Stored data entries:
---*---
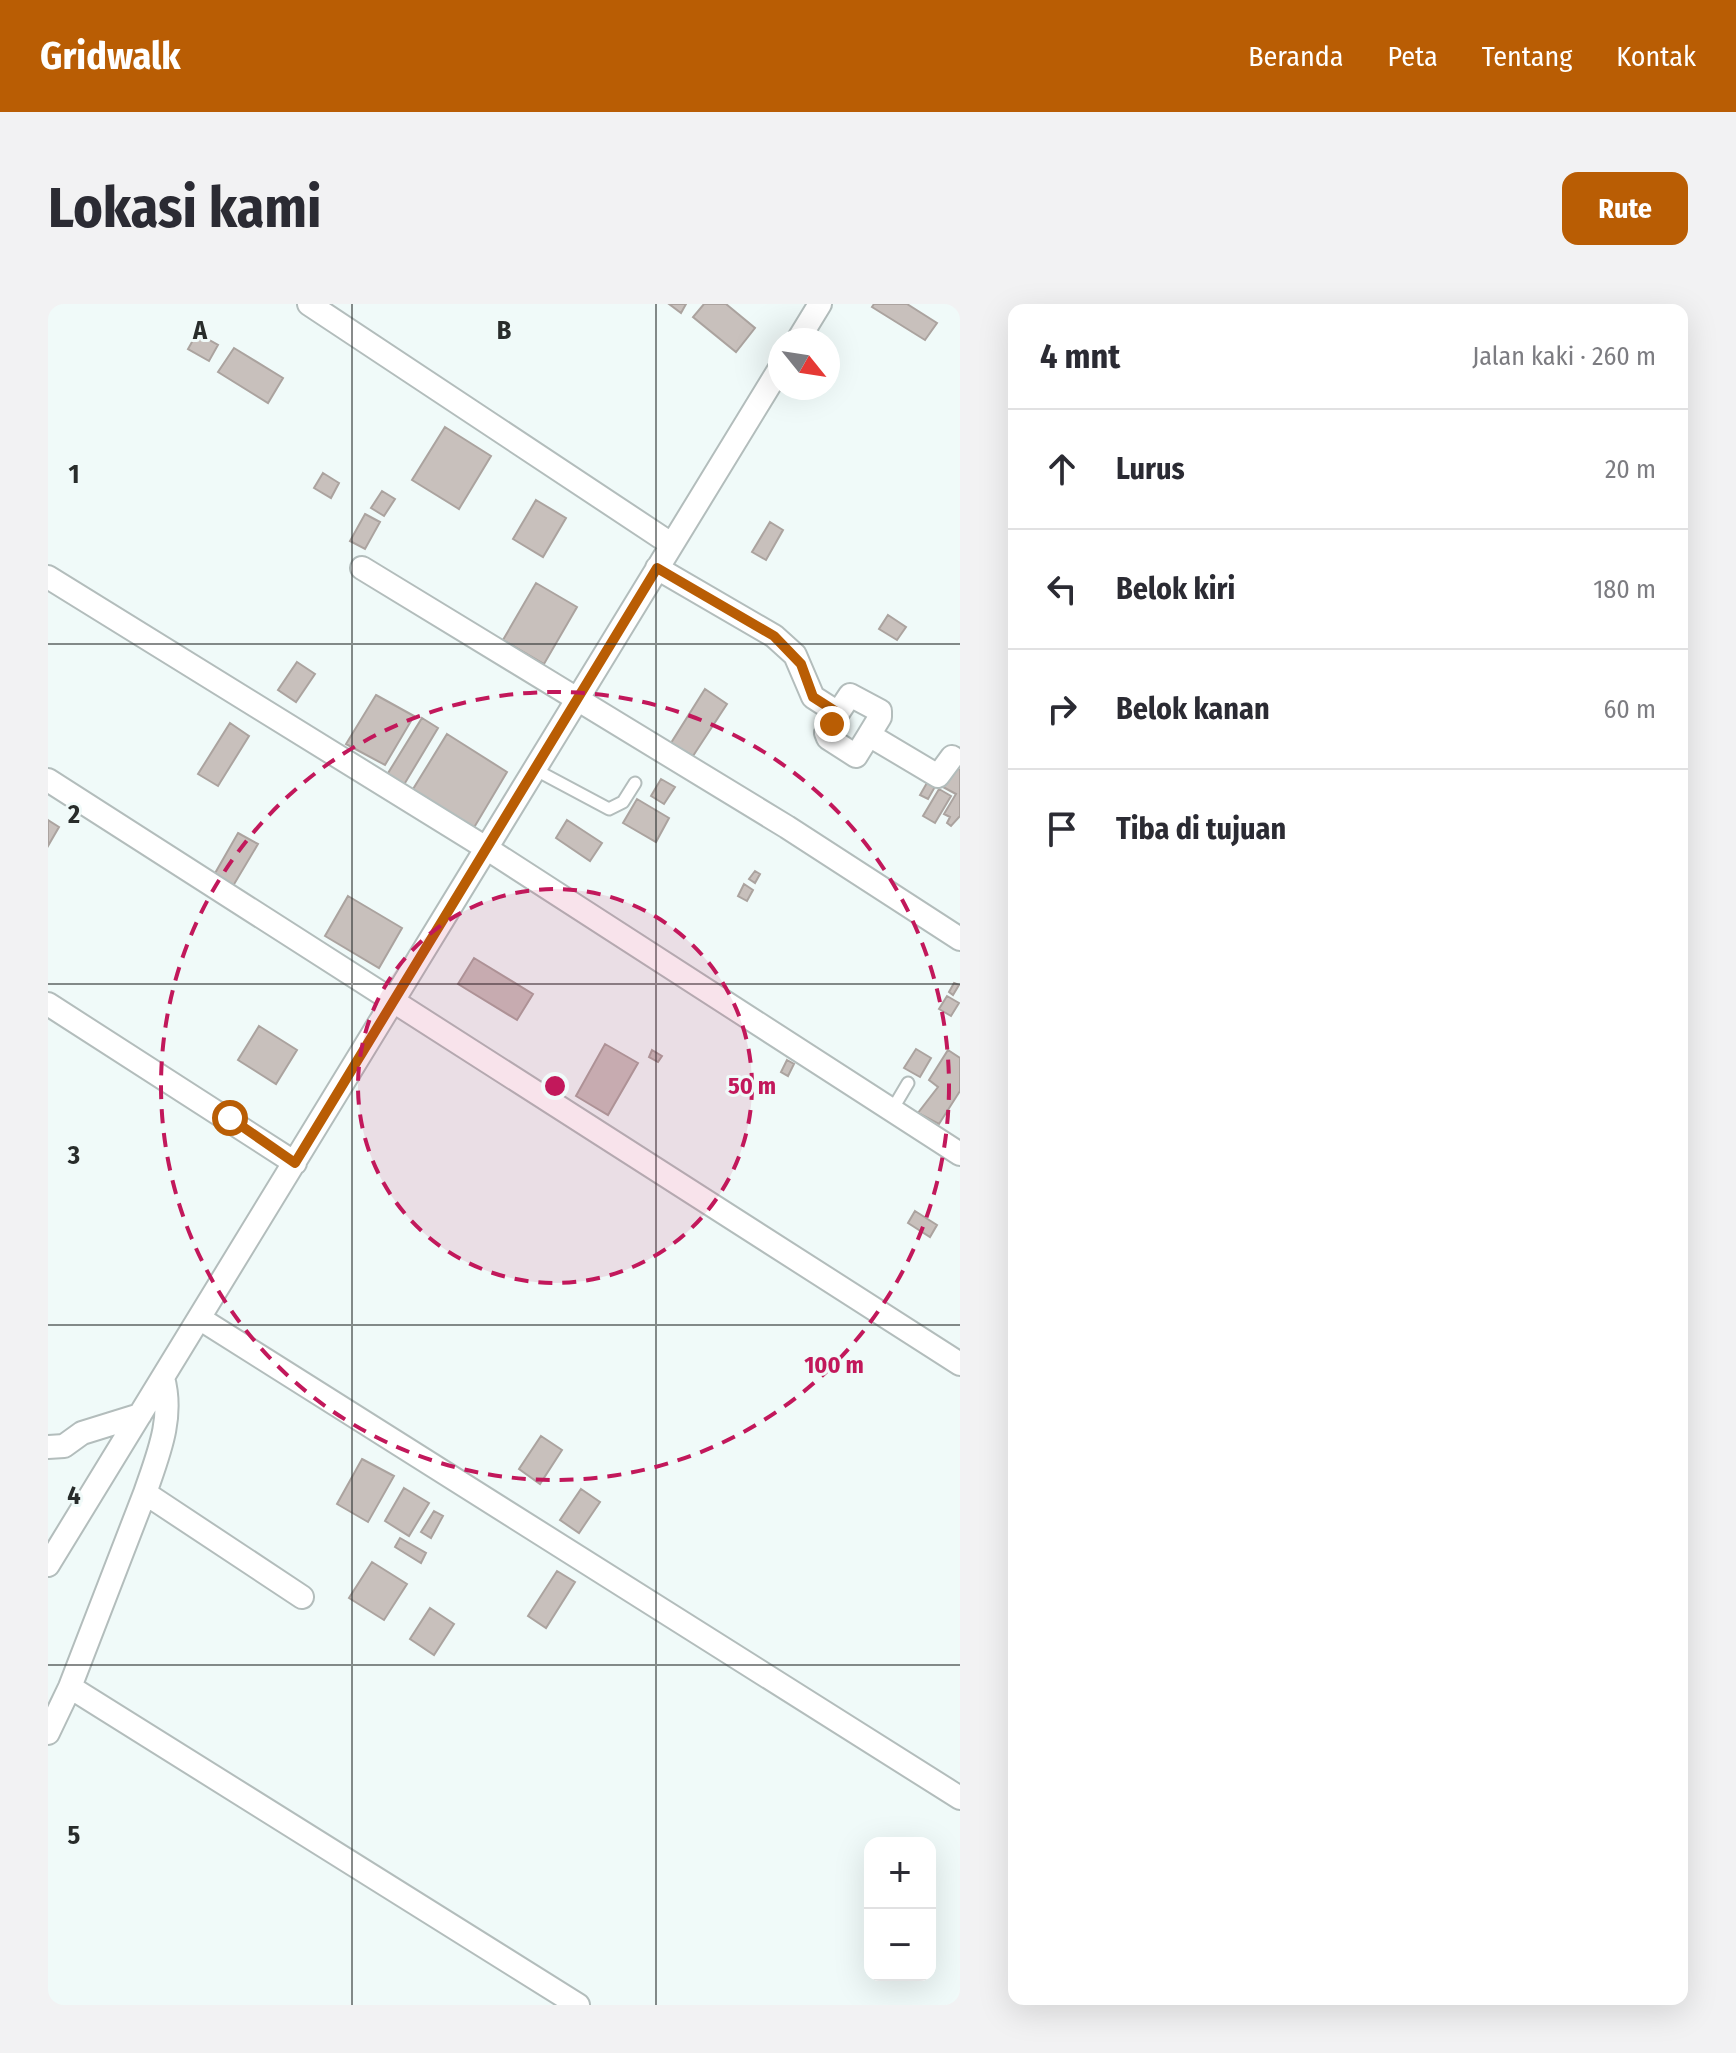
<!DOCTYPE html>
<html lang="id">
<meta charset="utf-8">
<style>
:root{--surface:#fff;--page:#f2f2f3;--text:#2b2b33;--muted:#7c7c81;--line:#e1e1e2;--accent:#b95d04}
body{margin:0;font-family:"Fira Sans Condensed",sans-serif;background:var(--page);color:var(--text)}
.controls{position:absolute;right:24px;bottom:24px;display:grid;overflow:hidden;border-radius:16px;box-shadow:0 8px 32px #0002}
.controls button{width:72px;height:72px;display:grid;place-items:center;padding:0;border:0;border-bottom:2px solid var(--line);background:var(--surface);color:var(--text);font:40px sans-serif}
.compass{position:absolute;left:720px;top:24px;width:72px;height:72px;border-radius:50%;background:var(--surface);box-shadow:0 8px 32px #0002;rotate:120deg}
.stop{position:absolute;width:24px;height:24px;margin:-18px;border:6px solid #b95d04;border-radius:50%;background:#fff}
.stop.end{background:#b95d04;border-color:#fff;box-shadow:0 2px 8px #0008}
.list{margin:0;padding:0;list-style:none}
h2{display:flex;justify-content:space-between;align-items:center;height:104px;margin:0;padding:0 32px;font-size:34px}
h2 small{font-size:26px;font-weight:400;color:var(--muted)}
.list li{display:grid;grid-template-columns:52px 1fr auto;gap:24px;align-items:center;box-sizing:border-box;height:120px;padding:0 32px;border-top:2px solid var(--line)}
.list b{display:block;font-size:30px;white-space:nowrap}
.list em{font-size:26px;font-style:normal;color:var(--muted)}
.icon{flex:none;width:44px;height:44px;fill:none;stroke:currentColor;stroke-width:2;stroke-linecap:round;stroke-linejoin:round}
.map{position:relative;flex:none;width:912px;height:1701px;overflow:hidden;border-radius:16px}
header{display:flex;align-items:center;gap:48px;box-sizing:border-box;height:112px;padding:0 40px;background:var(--accent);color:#fff}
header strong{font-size:38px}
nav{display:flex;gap:44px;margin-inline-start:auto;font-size:28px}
.intro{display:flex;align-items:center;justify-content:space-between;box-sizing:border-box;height:192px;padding:0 48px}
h1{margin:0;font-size:56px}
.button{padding:20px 36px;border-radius:16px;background:var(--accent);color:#fff;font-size:28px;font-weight:700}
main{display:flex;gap:48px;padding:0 48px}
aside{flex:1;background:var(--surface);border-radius:16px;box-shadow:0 8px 32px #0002}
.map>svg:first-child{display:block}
.building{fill:#c8c0bc;stroke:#aba39f;stroke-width:2}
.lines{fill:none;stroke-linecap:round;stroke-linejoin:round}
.service-casing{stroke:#b3bdbc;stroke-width:15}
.minor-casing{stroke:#b3bdbc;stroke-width:26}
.service{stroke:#fff;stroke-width:11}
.minor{stroke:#fff;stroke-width:22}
.route{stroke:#b95d04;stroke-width:10}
.grid{fill:none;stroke:#282c2b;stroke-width:2;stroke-opacity:0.55}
.ring{fill:none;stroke:#c2185b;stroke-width:4;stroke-dasharray:14 10}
.grid-label{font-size:26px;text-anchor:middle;font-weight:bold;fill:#282c2b;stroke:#f0faf9;stroke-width:6;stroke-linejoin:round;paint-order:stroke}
.centre{fill:#c2185b;stroke:#f0faf9;stroke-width:4}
.ring-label{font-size:24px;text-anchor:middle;font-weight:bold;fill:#c2185b;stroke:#f0faf9;stroke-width:6;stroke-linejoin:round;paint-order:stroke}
</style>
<header>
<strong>Gridwalk</strong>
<nav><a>Beranda</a><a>Peta</a><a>Tentang</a><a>Kontak</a></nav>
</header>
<div class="intro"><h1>Lokasi kami</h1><a class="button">Rute</a></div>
<main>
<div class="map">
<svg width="912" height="1701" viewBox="0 0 912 1701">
<rect width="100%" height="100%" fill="#f0faf9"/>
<path class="building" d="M621,0H638L633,9Z
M656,0H678L707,24L688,48L645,13Z
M826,0H859L889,19L877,36L824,3Z
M149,29L170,41L161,57L140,45Z
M186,44L235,74L220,99L170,68Z
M397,123L443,152L411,205L364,176Z
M275,169L291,179L283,194L266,184Z
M334,187L347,195L336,212L323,204Z
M488,196L518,214L495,253L465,235Z
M317,210L332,218L317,245L302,237Z
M722,218L735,226L718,256L704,248Z
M488,279L529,303L496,360L455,336Z
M840,311L858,323L849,336L831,325Z
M249,358L267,370L248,398L230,386Z
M657,385L679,400L645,452L623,439Z
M328,391L366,412L337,461L298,440Z
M374,414L390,424L354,484L337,474Z
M182,419L201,432L170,482L150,470Z
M399,430L459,468L424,527L362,490Z
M906,462L912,466V512L903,522L899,519L902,513L896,510L908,490L895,483Z
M613,475L627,483L616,500L603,492Z
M880,477L888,481L880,495L872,491Z
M891,485L903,492L887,519L875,512Z
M589,495L621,514L608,538L575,519Z
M0,516L11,523L0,542Z
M519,516L554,539L542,557L508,534Z
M190,529L210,540L185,582L166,571Z
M707,567L712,570L707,579L701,575Z
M696,580L705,586L699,597L690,592Z
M300,592L354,624L331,664L277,632Z
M426,654L485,690L469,716L410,680Z
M906,679L911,681L905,691L901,688Z
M899,692L911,699L903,712L891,705Z
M211,722L249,746L228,780L190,756Z
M557,740L590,759L560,811L528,792Z
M868,745L883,754L872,773L856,764Z
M604,746L614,752L610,758L601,753Z
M900,746L912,754V787L891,820L870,809L890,783L881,776Z
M739,756L746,760L740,772L733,768Z
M867,907L889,921L882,933L860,919Z
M493,1132L514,1146L492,1180L471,1165Z
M314,1155L346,1172L320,1218L289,1200Z
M356,1184L381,1199L361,1232L337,1217Z
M533,1185L552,1198L531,1229L512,1216Z
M386,1207L395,1212L383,1234L373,1228Z
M352,1234L378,1249L373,1259L347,1243Z
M324,1258L359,1280L336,1316L301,1294Z
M509,1267L527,1278L498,1324L480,1312Z
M382,1304L406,1320L386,1351L362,1335Z"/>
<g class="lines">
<defs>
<path id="service" d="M486,465L561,505L575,498L587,479
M844,806L860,779"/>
<path id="minor" d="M261,0L623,240
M750,36L772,0
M314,264L739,523L912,635
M609,264L726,332L747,351L765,393L790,409L802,391L832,407V413L821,431L890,472L904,453
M0,273L438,544L912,850
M790,409L778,429L780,434L808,452L821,431
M0,476L912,1060
M0,700L247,859
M151,1014L912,1494
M115,1074C126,1114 110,1151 97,1189L254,1293
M0,1143L16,1142L34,1129L92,1111
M0,1261L732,64
M22,1383L530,1701
M0,1429L22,1383L97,1189"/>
</defs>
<use href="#service" class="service-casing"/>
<use href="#minor" class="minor-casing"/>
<use href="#service" class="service"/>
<use href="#minor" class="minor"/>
</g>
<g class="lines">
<path class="route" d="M182,814L247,859L609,264L726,332L753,360L765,393L790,409L784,420"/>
</g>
<path class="grid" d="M304,0V1701M608,0V1701M0,340H912M0,680H912M0,1021H912M0,1361H912"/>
<circle cx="507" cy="782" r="197" fill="#c2185b" fill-opacity=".12"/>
<g class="ring">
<circle cx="507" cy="782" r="197"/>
<circle cx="507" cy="782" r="394"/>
</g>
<g class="grid-label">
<text x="152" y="35">A</text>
<text x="456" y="35">B</text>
<text x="26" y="179">1</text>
<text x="26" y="519">2</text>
<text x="26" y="860">3</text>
<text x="26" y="1200">4</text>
<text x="26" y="1540">5</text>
</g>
<circle cx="507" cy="782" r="12" class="centre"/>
<g class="ring-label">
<text x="704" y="790">50 m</text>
<text x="786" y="1069">100 m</text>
</g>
</svg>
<div class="controls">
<button>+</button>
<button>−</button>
</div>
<svg class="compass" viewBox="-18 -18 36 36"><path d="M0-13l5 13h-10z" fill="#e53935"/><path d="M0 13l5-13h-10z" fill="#7c7c81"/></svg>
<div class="stop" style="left:182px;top:814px"></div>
<div class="stop end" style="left:784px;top:420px"></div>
</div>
<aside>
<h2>4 mnt<small>Jalan kaki · 260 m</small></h2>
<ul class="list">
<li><svg class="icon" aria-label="ahead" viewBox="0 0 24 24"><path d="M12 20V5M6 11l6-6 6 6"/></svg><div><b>Lurus</b></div><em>20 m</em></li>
<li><svg class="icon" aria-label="left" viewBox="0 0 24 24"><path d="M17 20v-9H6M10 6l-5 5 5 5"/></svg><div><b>Belok kiri</b></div><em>180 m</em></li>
<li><svg class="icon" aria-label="right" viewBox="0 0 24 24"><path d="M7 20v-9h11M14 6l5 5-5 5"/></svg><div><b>Belok kanan</b></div><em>60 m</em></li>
<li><svg class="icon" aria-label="arrive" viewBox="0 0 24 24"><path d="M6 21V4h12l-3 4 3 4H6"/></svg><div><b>Tiba di tujuan</b></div></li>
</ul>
</aside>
</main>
---*---
What the task requires:
Work out how many lines in the data contain "linecap" and state that number with nothing added.

Your solution:
2